Post-Reformation England is not the 'Merrie England' that it's frequently portrayed to be; this is a world where faith in the wrong religion can get you hung, drawn and quartered, where a paranoid monarchy has spies on every corner. Where the unprecedented popularity of the new theatre was a serious cause of concern to the all pervasive Authorities.

Monday, January 05, 2004

Interview with LOTR crew

SciFi.com has an interview with the cast. Good reading for those of us who cannot get enough. This is from Elijah Wood:

I mean, me personally, I couldn't really come to terms with it. I couldn't believe it, after four years, that it was all coming to an end. My last day, I was completely drained. I had knots in my stomach all day. ... The last shot ... was too perfect, actually, because the last shot was one of the last scenes in the movie, where Frodo is in Bag End before he goes to the Gray Haven ... where he's writing the last bit of the book, and Sam comes and says, 'It's all over.' And Frodo says, 'No, there's room for a little more.' And it had this whole meaning tied into it. ... And everybody came on to see it, and I remember we did five or six takes, ... and Peter came over to me and broke down, like gave me a hug, and broke down on my shoulder. It was so, so sad. Everybody was crying.

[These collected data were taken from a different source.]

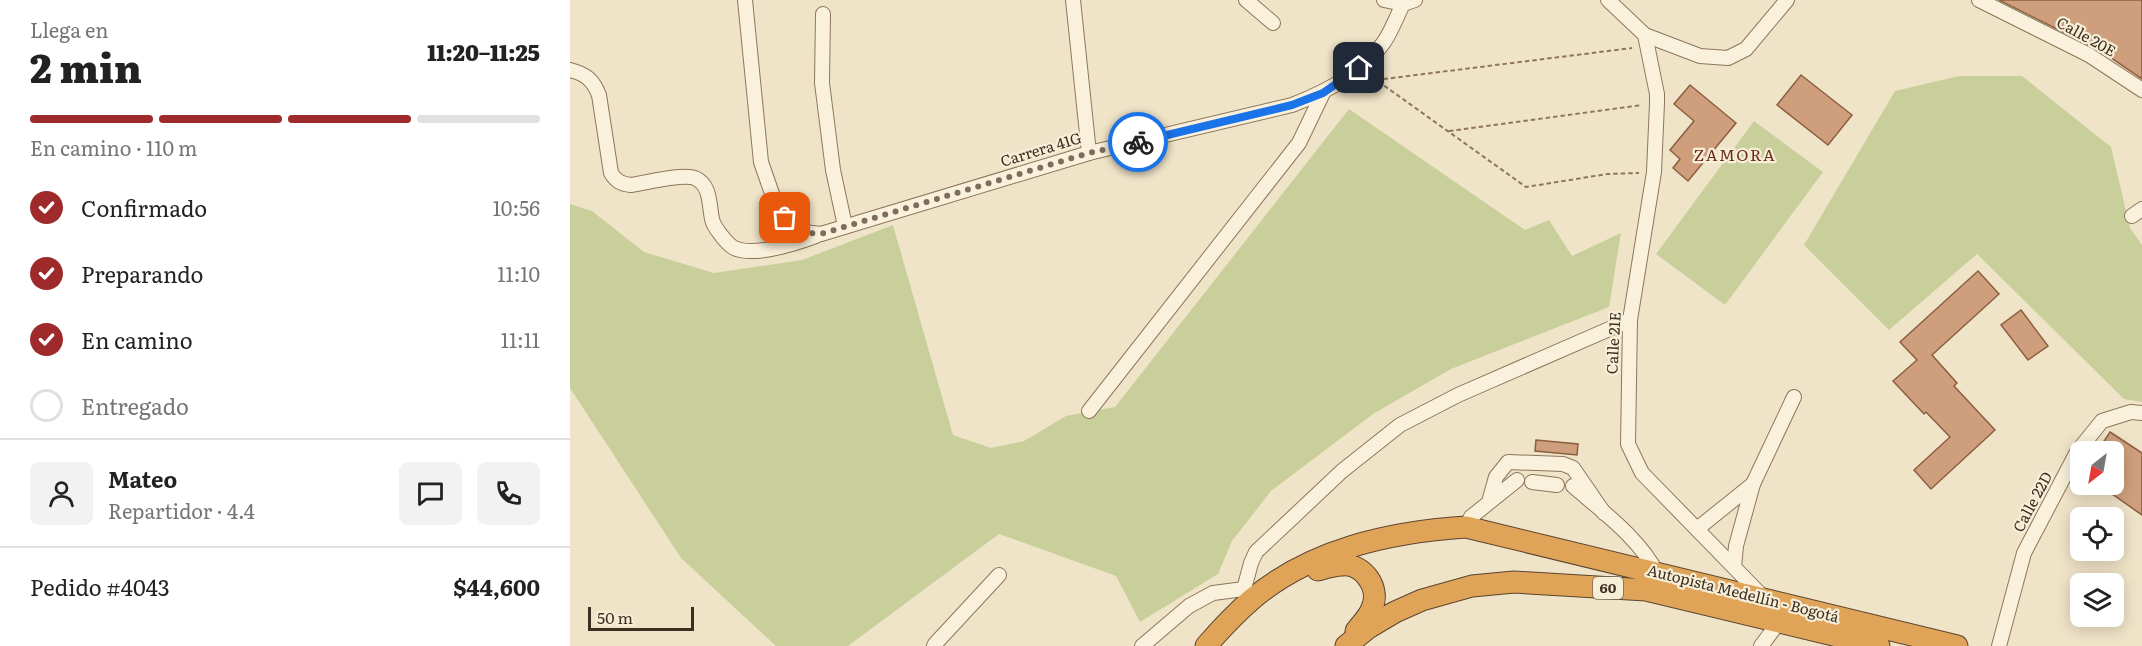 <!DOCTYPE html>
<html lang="es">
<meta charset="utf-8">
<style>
:root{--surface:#fff;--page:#f2f2f2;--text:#222;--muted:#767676;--line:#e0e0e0;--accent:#9e2a2b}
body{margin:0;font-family:Literata,serif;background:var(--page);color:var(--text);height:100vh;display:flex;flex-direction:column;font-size:22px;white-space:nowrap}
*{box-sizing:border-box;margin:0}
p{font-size:20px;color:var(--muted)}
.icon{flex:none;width:33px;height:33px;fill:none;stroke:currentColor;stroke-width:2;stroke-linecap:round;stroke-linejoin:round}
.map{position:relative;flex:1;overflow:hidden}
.sheet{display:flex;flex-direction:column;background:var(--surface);width:570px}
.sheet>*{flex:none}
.needle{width:39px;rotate:211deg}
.controls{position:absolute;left:1500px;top:441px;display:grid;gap:12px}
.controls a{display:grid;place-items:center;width:54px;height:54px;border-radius:9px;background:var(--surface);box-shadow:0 3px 15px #0003;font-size:30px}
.scale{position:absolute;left:18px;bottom:15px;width:106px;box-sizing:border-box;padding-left:6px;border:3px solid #3d2e20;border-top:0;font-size:16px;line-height:21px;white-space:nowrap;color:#3d2e20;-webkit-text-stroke:4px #f7eed8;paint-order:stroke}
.pin{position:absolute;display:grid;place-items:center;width:51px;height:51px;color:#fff;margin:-26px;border-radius:12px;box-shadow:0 3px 9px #0006}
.courier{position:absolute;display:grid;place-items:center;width:60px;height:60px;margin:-30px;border:4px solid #1a73e8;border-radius:50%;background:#fff;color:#222;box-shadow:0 2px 8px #0007}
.overview em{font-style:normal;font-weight:800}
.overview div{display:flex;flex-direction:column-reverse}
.overview{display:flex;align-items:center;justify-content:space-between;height:102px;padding:0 30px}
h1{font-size:39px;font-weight:800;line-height:45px}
.bar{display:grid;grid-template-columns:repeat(4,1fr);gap:9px 6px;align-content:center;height:72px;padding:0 30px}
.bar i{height:8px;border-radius:4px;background:var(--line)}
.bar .selected{background:var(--accent)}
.bar p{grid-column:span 4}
.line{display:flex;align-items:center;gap:15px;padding:0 30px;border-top:2px solid var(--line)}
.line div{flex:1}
.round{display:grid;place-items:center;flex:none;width:63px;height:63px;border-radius:9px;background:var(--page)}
ol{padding:0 30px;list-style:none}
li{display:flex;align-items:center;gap:18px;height:66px}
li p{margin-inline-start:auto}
li .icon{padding:6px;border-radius:50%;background:var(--accent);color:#fff;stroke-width:4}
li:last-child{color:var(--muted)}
li i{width:33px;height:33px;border:3px solid var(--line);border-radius:50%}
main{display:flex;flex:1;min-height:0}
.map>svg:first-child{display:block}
</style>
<main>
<section class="sheet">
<div class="overview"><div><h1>2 min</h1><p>Llega en</p></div><em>11:20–11:25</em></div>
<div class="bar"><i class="selected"></i><i class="selected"></i><i class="selected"></i><i></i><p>En camino · 110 m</p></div>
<ol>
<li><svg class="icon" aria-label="check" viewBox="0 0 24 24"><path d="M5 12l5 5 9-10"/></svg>Confirmado<p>10:56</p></li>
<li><svg class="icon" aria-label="check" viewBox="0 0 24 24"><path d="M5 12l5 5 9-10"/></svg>Preparando<p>11:10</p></li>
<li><svg class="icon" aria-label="check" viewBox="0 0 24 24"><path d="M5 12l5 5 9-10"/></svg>En camino<p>11:11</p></li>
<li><i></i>Entregado</li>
</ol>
<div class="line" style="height:108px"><a class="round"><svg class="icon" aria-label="person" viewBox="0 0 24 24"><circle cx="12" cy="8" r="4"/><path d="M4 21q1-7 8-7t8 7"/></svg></a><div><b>Mateo</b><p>Repartidor · 4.4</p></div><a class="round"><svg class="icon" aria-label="chat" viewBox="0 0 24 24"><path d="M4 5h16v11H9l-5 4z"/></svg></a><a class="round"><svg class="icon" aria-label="phone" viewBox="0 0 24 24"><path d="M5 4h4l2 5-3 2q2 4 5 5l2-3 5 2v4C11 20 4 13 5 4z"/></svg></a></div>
<div class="line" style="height:78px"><div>Pedido #4043</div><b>$44,600</b></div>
</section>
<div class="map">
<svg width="1572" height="646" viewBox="0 0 1572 646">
<rect width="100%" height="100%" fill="#f0e4c8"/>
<g fill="#c9cf9b">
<polygon points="1389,76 1452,76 1541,147 1560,228 1572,245 1572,402 1554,399 1407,254 1319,330 1234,245 1325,91"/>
<polygon points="779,109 955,230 979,220 1002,256 1051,233 1039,307 881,369 803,414 701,491 662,541 648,574 570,622 546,576 429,534 278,646 206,646 111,558 0,388 0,204 22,211 74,252 144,273 232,260 323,225 383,435 421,448 454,441 496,416 545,407"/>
<polygon points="1184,121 1253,172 1155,305 1086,254"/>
</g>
<g fill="#cf9f7d" stroke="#8d5f41" stroke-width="1.5">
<polygon points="1429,0 1572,0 1572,79 1531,51"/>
<polygon points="1231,75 1282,115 1258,145 1207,105"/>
<polygon points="1120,85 1166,123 1118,181 1103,168 1110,159 1100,150 1124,121 1104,104"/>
<polygon points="1408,271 1429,294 1362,355 1387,383 1384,386 1425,430 1361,489 1344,470 1380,437 1356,412 1354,414 1323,381 1347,360 1330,342"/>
<polygon points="1451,310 1478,346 1458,360 1431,325"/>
<polygon points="1540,432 1572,453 1572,515 1528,484 1544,484 1544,452 1527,452"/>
<polygon points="966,440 1008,444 1007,455 965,451"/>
</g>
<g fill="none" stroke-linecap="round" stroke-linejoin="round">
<g stroke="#8d765c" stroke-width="16">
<g id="minor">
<path d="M 175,0 L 191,162 L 207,208 L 222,227 L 234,232 L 251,234 L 519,153 L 722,105 C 756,92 793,73 814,42 C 822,30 827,16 833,4"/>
<polyline points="503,0 519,153"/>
<polyline points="676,0 703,23"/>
<polyline points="814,0 833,4 845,0"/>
<polyline points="1038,0 1075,35 1130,56 1158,58 1176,49 1217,0"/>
<polyline points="1409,0 1519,55 1572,90"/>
<polyline points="253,14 252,83 263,170 275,226"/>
<polyline points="1075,35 1087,94 1087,103 1084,172 1060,320 1058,444 1072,473 1194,598"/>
<path d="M 0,70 C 16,74 23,80 29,95 L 41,173 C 46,181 51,184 61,185 C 76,183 112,173 125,178 C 141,185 139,205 142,219 C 143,225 147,230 151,235 C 154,239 159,245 164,248 C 184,257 227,243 246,236"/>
<polyline points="1562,216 1572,209"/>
<polyline points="519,411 729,143 753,93"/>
<polyline points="962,482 987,485"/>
<path d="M 1003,486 C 1033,512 1069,538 1087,573"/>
<polyline points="919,502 926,477 938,462 993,464 1003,468 1034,513"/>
<polyline points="896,527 901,517 947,480"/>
<polyline points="1127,529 1183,484"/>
<polyline points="1164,567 1166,546 1183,484 1224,397"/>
<polyline points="682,599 674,589 681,563 686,552 772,471 830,425 888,395 1060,320"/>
<polyline points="364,646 365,644 429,575"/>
<polyline points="572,646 619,606 643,593 674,589"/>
<polyline points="1191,646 1209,622"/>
<polyline points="1429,646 1454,553 1507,452 1532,421 1561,412 1572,413"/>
</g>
</g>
<g stroke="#5b4430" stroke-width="23">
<g id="highway">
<path d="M 748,570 C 755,568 764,565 772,565 C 793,563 811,588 802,608 C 799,617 791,624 786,631"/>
<path d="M 636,646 C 650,630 665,614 681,600 C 741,549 820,532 896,527 L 1387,646"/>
<polyline points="776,646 798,628 825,612 852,600 902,586 944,582 1076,590 1309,646"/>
</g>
</g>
<g stroke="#8d765c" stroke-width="2" stroke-dasharray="4.5 3" stroke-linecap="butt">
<polyline points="802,77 956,187 1037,174 1069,173"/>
<polyline points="806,80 1062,48"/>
<polyline points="879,131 1072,105"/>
</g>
<use href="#minor" stroke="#faf1dc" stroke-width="14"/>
<use href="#highway" stroke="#e0a458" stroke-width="21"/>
</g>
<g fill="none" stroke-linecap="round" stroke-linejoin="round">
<path stroke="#7c6e5b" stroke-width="6" stroke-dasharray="0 10.8" d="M 215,218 C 225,231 235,233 251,234 L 519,153 L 568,142"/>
<polyline stroke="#1a73e8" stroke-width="8" points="568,142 722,105 753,93 789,68"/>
</g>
<g text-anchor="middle" stroke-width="4.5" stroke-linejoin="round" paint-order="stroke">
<rect fill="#f7eed8" stroke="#756857" stroke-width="1.5" x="1023" y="577" width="30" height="22" rx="4.5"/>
<g font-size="14" font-weight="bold" fill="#3d2e20">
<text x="1038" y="593">60</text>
</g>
<g font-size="15" fill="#3d2e20" stroke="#f7eed8">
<text transform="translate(1516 37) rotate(29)" y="5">Calle 20E</text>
<text transform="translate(471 150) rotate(-17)" y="5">Carrera 41G</text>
<text transform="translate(1044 343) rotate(-87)" y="5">Calle 21E</text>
<text transform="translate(1463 502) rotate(-62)" y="5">Calle 22D</text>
<text transform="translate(1173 594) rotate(14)" y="5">Autopista Medellín - Bogotá</text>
</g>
<g font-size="16" letter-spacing="1.5" fill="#6b2e1e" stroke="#f7eed8">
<text x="1165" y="161">ZAMORA</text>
</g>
</g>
</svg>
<div class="controls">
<a><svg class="needle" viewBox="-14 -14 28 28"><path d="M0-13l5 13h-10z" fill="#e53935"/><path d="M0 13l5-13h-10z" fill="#767676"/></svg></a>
<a><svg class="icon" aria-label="locate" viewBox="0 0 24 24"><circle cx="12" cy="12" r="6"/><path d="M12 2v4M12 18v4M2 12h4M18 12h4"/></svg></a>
<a><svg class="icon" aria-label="layers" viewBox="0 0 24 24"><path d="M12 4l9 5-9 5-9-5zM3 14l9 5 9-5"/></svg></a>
</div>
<div class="scale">50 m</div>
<div class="pin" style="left:215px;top:218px;background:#ea580c"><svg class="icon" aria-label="bag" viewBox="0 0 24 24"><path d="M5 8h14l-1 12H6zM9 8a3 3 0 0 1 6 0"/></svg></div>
<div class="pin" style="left:789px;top:68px;background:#1f2937"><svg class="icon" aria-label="home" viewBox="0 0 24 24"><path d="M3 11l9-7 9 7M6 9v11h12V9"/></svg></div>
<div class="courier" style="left:568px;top:142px"><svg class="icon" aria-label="bike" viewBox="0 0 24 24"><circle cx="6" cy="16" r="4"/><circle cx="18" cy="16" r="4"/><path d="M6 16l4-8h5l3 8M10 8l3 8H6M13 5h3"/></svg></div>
</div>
</main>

Funny and touching, read what John Rhys-Davies says about "the" tattoo. Also this from Billy Boyd:

Billy, did you have any idea that you would be singing in this?

Boyd: No, no idea. That wasn't in the script. ... I loved it. I love to sing, and it's such a big part of Tolkien's books and such a big part of the hobbits. ... [Jackson] wanted a serious song from a hobbit in this great Hall of Man, where he just wants to go home, you know? So he asked me to write something, and I wrote that melody to one of Tolkien's poems about missing your home. And I wanted it to sound old, like it's from a different generation, not from Pippin's generation, like a song that his grandfather would sing. ... I wrote this melody, and Pete and Fran and [co-writer] Philippa [Boyens] liked it, and yeah, it's in the film.